PROBLEM: Would you transcribe exactly the lines from the beginning of the records below through the line with "position:absolute; left:1354px; top:630px;", both included, omitting the pictures?

___

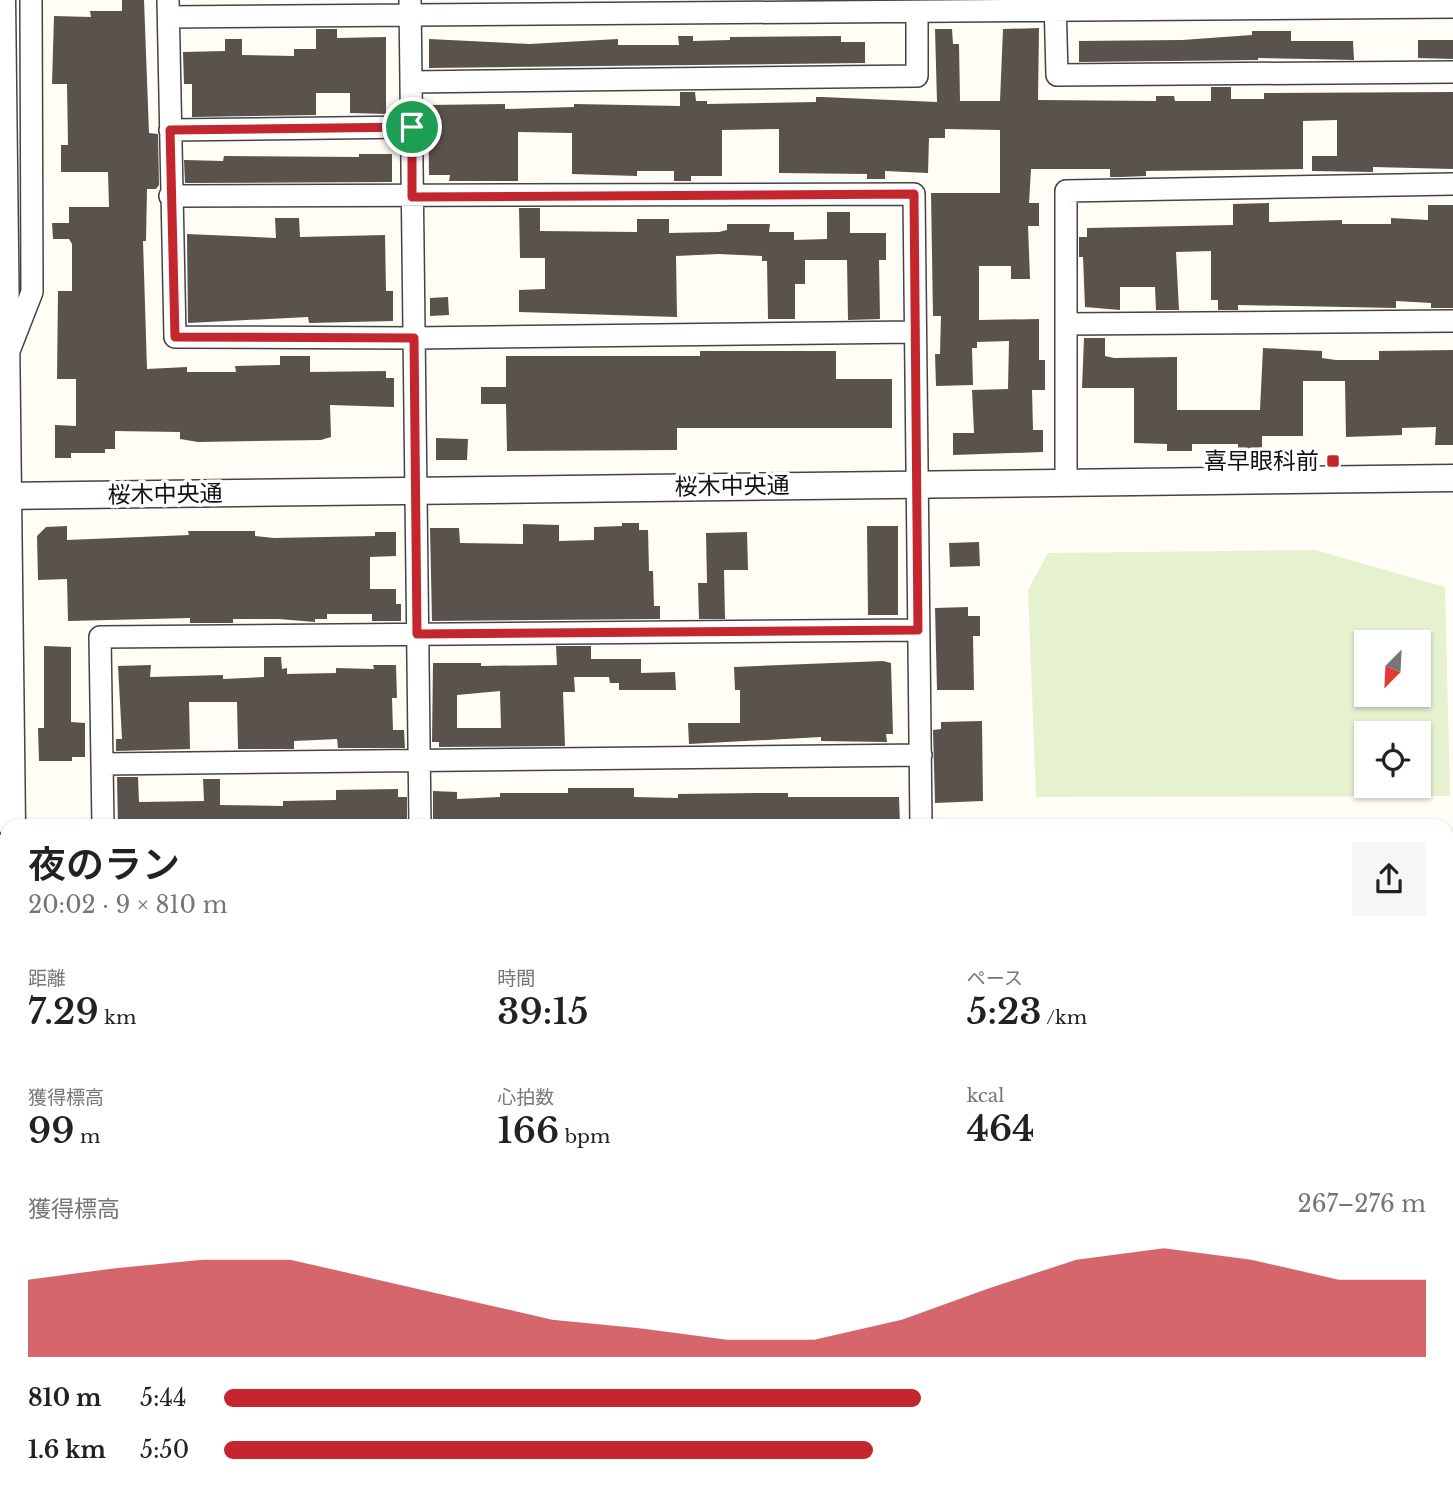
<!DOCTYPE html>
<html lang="ja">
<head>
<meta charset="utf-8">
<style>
	body { margin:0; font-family:"Libre Baskerville","Noto Sans JP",serif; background:#f6f6f6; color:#222; height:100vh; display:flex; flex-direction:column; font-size:26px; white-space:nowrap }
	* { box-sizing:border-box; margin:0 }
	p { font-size:23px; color:#767676 }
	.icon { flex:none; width:38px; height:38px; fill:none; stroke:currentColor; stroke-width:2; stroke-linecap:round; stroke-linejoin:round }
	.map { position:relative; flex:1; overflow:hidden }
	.side { position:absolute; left:0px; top:819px; width:1454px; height:674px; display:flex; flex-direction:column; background:#fff; border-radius:21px 21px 0 0; box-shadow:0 2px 5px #0004 }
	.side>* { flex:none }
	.needle { width:46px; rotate:204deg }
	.buttons { position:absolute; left:1354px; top:630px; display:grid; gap:14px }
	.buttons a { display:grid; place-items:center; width:77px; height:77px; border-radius:0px; background:#fff; box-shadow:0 2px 5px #0004; font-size:35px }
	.pin { position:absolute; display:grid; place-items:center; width:60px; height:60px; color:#fff; margin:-30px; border:4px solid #fff; border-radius:50%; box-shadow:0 2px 7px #0007 }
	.round { display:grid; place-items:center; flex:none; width:74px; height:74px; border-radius:0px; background:#f6f6f6 }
	.overview { display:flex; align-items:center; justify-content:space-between; height:119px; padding:0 28px }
	h1 { font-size:38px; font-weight:600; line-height:52px }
	.stats { display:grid; grid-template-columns:repeat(3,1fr); gap:10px; height:119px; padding:7px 28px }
	.stats div { display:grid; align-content:center }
	.stats b { font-size:35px; font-weight:600 }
	.stats small { font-size:19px; font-weight:400 }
	.stats p { font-size:19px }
	.chart { height:196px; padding:14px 28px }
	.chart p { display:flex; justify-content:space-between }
	.chart svg { width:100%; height:126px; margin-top:7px; fill:#c4262e; opacity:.7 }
	ul { padding:0 28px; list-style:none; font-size:23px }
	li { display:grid; grid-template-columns:112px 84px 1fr; align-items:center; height:52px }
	li i { height:18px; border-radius:9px; background:#c4262e }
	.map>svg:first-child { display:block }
	.pitch { fill:#e6f2cf; fill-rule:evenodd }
	.building { fill:#5a524d; fill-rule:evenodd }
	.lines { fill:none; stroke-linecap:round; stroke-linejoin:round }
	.minor-casing { stroke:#444; stroke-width:24 }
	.tertiary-casing { stroke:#444; stroke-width:29 }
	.minor { stroke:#fff; stroke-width:21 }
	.tertiary { stroke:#fff; stroke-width:26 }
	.route-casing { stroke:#fff; stroke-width:14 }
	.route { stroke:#c4262e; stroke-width:9 }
	.poi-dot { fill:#c4262e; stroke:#fff; stroke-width:2.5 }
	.labels { text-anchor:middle; stroke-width:7; stroke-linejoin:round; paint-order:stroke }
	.poi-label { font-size:23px; fill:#111; stroke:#fff; text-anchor:end }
	.street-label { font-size:23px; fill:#111; stroke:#fff }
</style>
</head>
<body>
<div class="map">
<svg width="1453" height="1492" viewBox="0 0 1453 1492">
	<rect width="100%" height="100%" fill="#fffdf5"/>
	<path class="pitch" d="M 1315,550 L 1445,587 L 1450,796 L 1036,797 L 1028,590 L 1048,553 ZM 1367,642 L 1419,642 L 1419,695 L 1367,695 ZM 1367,733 L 1419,733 L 1419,786 L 1367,786 Z"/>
	<path class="building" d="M 122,0 L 144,0 L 149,133 L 158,134 L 159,185 L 156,189 L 147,189 L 146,241 L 143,241 L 147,369 L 187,367 L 187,372 L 236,372 L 235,366 L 280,365 L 280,356 L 310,356 L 310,372 L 386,371 L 386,378 L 394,378 L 394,407 L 330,405 L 331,437 L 321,440 L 198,442 L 180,439 L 180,432 L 115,431 L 115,449 L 105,449 L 105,453 L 71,453 L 71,458 L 55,458 L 55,425 L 76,426 L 76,379 L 57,379 L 58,291 L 72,291 L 72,244 L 69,239 L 53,239 L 52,223 L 69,223 L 69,207 L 109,207 L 108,172 L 61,172 L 61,145 L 68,145 L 67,84 L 52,84 L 54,16 L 91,17 L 90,11 L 122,11 Z
		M 1039,28 L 1038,100 L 1156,101 L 1156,96 L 1174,96 L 1175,101 L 1211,101 L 1211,87 L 1231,87 L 1231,99 L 1264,99 L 1264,93 L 1453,92 L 1453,169 L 1373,167 L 1373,172 L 1312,171 L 1312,156 L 1337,156 L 1337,120 L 1303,121 L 1303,169 L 1146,171 L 1146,176 L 1121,177 L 1110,177 L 1110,169 L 1031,169 L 1029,203 L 1039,203 L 1039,226 L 1028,226 L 1030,279 L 1011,279 L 1011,266 L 979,266 L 979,320 L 1039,319 L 1039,360 L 1045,360 L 1045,390 L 1032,390 L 1033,430 L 1043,430 L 1043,452 L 953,455 L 953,433 L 974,433 L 972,390 L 1008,389 L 1009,341 L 977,342 L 977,348 L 972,348 L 973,385 L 936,386 L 935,354 L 940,354 L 941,316 L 933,316 L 931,193 L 1000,193 L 1000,130 L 945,129 L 945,138 L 929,138 L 928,173 L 885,171 L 885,179 L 867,179 L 867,174 L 779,173 L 779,129 L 722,130 L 722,176 L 691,176 L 691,181 L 674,181 L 674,171 L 637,171 L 637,176 L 572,174 L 572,133 L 518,132 L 518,181 L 449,181 L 450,175 L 429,175 L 428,105 L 505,104 L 505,109 L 574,107 L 574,104 L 680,106 L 680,92 L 695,92 L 696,101 L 707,101 L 707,104 L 816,102 L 816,97 L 822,97 L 937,102 L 935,29 L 952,29 L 953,44 L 959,44 L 960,101 L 1000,101 L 1003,29 Z
		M 316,29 L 337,29 L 337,38 L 386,37 L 386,114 L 350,113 L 350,93 L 316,93 L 316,115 L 192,117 L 192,84 L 184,84 L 183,52 L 225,51 L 225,39 L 242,39 L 242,55 L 294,56 L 294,49 L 316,49 Z
		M 1252,31 L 1291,31 L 1291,41 L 1353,41 L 1354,60 L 1258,58 L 1258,60 L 1079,62 L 1079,41 L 1182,40 L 1252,35 Z
		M 678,36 L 693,36 L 693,41 L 730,40 L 730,37 L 841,36 L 841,42 L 865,42 L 865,63 L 429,68 L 429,39 L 530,44 L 618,39 L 618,45 L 679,45 Z
		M 1418,40 L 1453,40 L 1453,59 L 1418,58 Z
		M 359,154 L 392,154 L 392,182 L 185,183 L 184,160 L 223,161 L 224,156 L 359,157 Z
		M 1269,203 L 1269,222 L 1342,220 L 1342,224 L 1391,224 L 1391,218 L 1428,220 L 1428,205 L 1453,205 L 1453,308 L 1431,308 L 1431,303 L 1396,301 L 1396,308 L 1238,305 L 1238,310 L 1218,310 L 1218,300 L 1211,300 L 1211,251 L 1176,252 L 1179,310 L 1156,310 L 1155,287 L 1120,287 L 1120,310 L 1085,307 L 1083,257 L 1079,257 L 1079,237 L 1087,237 L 1087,228 L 1233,225 L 1233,204 Z
		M 519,208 L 540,208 L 540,231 L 637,232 L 637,219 L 669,219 L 669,233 L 719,232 L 727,230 L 727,224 L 770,224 L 769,232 L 794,232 L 794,240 L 827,239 L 827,212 L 850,212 L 850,233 L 886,233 L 886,260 L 879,260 L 880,319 L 848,320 L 847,260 L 805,260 L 805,284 L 795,284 L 795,319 L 768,319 L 767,261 L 762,261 L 762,256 L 719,254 L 676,256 L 677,317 L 519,312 L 519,290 L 545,289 L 545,258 L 520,258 Z
		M 275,218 L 299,218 L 300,237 L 385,235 L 386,291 L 393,291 L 393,321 L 309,323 L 308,317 L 188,323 L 187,234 L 276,238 Z
		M 448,297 L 449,315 L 430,316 L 430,298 Z
		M 1084,338 L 1105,338 L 1105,356 L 1114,358 L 1177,357 L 1177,410 L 1260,410 L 1263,348 L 1322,351 L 1322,358 L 1336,360 L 1379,360 L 1379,351 L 1453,350 L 1453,445 L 1435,445 L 1436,427 L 1402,428 L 1402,435 L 1346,437 L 1345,381 L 1303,381 L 1303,436 L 1262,436 L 1262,452 L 1238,453 L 1238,444 L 1192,444 L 1192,451 L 1167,451 L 1167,444 L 1134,443 L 1134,388 L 1082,388 Z
		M 700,351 L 836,351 L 836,379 L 892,379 L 892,428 L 677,428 L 677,450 L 507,451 L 506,404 L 481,404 L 481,387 L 506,387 L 506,356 L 700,356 Z
		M 436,438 L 468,439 L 467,460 L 436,460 Z
		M 622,523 L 639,523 L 639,530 L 648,530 L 649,571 L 653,571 L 654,606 L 660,606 L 660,619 L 432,621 L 430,528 L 459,528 L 460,543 L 523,544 L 523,524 L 559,525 L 559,541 L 594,540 L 594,527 L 622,526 Z
		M 67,526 L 67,540 L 189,535 L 188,531 L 255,531 L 255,536 L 274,538 L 375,536 L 375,532 L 396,532 L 396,556 L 370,557 L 370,589 L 396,589 L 396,604 L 401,604 L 401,621 L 372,621 L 372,614 L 327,614 L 327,619 L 315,619 L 315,622 L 279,619 L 233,619 L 233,623 L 190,623 L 190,618 L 68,621 L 67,579 L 38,580 L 37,536 L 46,527 Z
		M 867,526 L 898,526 L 898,615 L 868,615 Z
		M 747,532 L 748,570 L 724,570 L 725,619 L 699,619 L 698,583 L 707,583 L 706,533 Z
		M 979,542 L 980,566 L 950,567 L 949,543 Z
		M 968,607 L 968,616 L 980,616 L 980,636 L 973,636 L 974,690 L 937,690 L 935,608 Z
		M 44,646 L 71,647 L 71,722 L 85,723 L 85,757 L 72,757 L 72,761 L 39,761 L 38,728 L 44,728 Z
		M 556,646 L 591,646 L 591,659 L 641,659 L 641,673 L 675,672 L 676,690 L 619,690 L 619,683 L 610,683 L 609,677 L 574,677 L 575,692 L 563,692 L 565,746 L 439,747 L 439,742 L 432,742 L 433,663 L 481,663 L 481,666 L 557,665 ZM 500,691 L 501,728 L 457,728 L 457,695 Z
		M 264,657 L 281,657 L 282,669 L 287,668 L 287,674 L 336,673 L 336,668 L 374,669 L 373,665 L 396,665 L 397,698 L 392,698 L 393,730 L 404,730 L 405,748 L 338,748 L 337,739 L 294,741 L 294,749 L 238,749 L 237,702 L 189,702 L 190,749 L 116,751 L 116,739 L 122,739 L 118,666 L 151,665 L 150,677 L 223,675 L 223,679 L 264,677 Z
		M 883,661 L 891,663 L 893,734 L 886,734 L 887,742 L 821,741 L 821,737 L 689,744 L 688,723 L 740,723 L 740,690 L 735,690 L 734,667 Z
		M 982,721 L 983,801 L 935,803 L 933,730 L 941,729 L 941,722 Z
		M 117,777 L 138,777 L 139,802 L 204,801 L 203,779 L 220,779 L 220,805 L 283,806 L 283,801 L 336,800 L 336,790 L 398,789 L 398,797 L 407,797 L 407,825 L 118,826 Z
		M 568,788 L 634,788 L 634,797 L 678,798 L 678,794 L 756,793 L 788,793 L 788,797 L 899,797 L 900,824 L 830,822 L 830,820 L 633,821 L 633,823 L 608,824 L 513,820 L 456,821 L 456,826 L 433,826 L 433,791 L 457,792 L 457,799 L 500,797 L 500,793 L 568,793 Z"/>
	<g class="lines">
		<defs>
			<path id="minor" d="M 168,0 L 175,337 L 414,338 L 915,332
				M 410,0 L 420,826
				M 1055,0 L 1057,75 L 1453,72
				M 169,17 L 1453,7
				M 411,82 L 917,76 L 917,12
				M 170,130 L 412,127
				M 170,196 L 914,194 L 921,826
				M 1066,324 L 1453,321
				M 9,351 L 32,292 L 31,0
				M 1066,481 L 1066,191 L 1453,184
				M 103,764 L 921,755
				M 103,826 L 100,637 L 918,630
				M 0,898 L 7,898
				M 0,1074 L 7,1074
				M 1447,1092 L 1453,1092
				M 0,1224 L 7,1224
				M 1447,1225 L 1453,1225
				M 1447,1357 L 1453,1357
				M 0,1364 L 7,1364
				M 705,1486 L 705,1492
				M 1263,1492 L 1263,1486"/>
			<path id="tertiary" d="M 2,0 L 12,826
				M 0,496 L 1453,478
				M 18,1486 L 18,1492"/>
		</defs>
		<use href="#minor" class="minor-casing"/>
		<use href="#tertiary" class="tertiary-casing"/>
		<use href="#minor" class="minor"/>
		<use href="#tertiary" class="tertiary"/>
	</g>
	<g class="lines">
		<defs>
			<path id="route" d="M 412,127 L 412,197 L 914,194 L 918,630 L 417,634 L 414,338 L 175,337 L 170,130 Z"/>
		</defs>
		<use href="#route" class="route-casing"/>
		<use href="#route" class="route"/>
	</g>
	<rect class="poi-dot" x="1326" y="454" width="14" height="14" rx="3.5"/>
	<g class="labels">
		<g class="poi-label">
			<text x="1319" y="469">喜早眼科前</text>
		</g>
		<g class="street-label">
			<text transform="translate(732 486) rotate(-1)" y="8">桜木中央通</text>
			<text transform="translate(165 494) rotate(-1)" y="8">桜木中央通</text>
		</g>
	</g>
</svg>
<div class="buttons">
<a><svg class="needle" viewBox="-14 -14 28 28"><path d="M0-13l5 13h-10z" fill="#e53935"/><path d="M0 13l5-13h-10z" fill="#767676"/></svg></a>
<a><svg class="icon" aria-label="locate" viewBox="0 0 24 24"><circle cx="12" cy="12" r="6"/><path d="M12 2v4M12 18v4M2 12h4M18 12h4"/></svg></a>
</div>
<div class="pin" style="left:412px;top:127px;background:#1e9e55"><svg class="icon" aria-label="arrive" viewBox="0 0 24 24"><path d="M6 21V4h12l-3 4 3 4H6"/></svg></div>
<section class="side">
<div class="overview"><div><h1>夜のラン</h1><p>20:02 · 9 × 810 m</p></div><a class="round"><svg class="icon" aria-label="share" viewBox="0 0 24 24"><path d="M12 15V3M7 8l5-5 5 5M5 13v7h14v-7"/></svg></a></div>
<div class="stats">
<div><p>距離</p><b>7.29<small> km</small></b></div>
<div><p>時間</p><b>39:15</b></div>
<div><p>ペース</p><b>5:23<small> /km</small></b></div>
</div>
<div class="stats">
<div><p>獲得標高</p><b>99<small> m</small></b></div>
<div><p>心拍数</p><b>166<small> bpm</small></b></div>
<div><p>kcal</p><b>464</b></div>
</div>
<div class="chart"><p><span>獲得標高</span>267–276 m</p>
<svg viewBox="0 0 160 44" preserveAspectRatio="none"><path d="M0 44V17L10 13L20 10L30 10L40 17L50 24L60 31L70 34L80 38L90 38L100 31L110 20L120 10L130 6L140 10L150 17L160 17V44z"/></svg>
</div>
<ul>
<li><b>810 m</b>5:44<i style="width:58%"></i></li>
<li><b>1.6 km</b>5:50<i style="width:54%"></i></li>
</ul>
</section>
</div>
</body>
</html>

___

OUTPUT:
<!DOCTYPE html>
<html lang="ja">
<head>
<meta charset="utf-8">
<style>
	body { margin:0; font-family:"Libre Baskerville","Noto Sans JP",serif; background:#f6f6f6; color:#222; height:100vh; display:flex; flex-direction:column; font-size:26px; white-space:nowrap }
	* { box-sizing:border-box; margin:0 }
	p { font-size:23px; color:#767676 }
	.icon { flex:none; width:38px; height:38px; fill:none; stroke:currentColor; stroke-width:2; stroke-linecap:round; stroke-linejoin:round }
	.map { position:relative; flex:1; overflow:hidden }
	.side { position:absolute; left:0px; top:819px; width:1454px; height:674px; display:flex; flex-direction:column; background:#fff; border-radius:21px 21px 0 0; box-shadow:0 2px 5px #0004 }
	.side>* { flex:none }
	.needle { width:46px; rotate:204deg }
	.buttons { position:absolute; left:1354px; top:630px; display:grid; gap:14px }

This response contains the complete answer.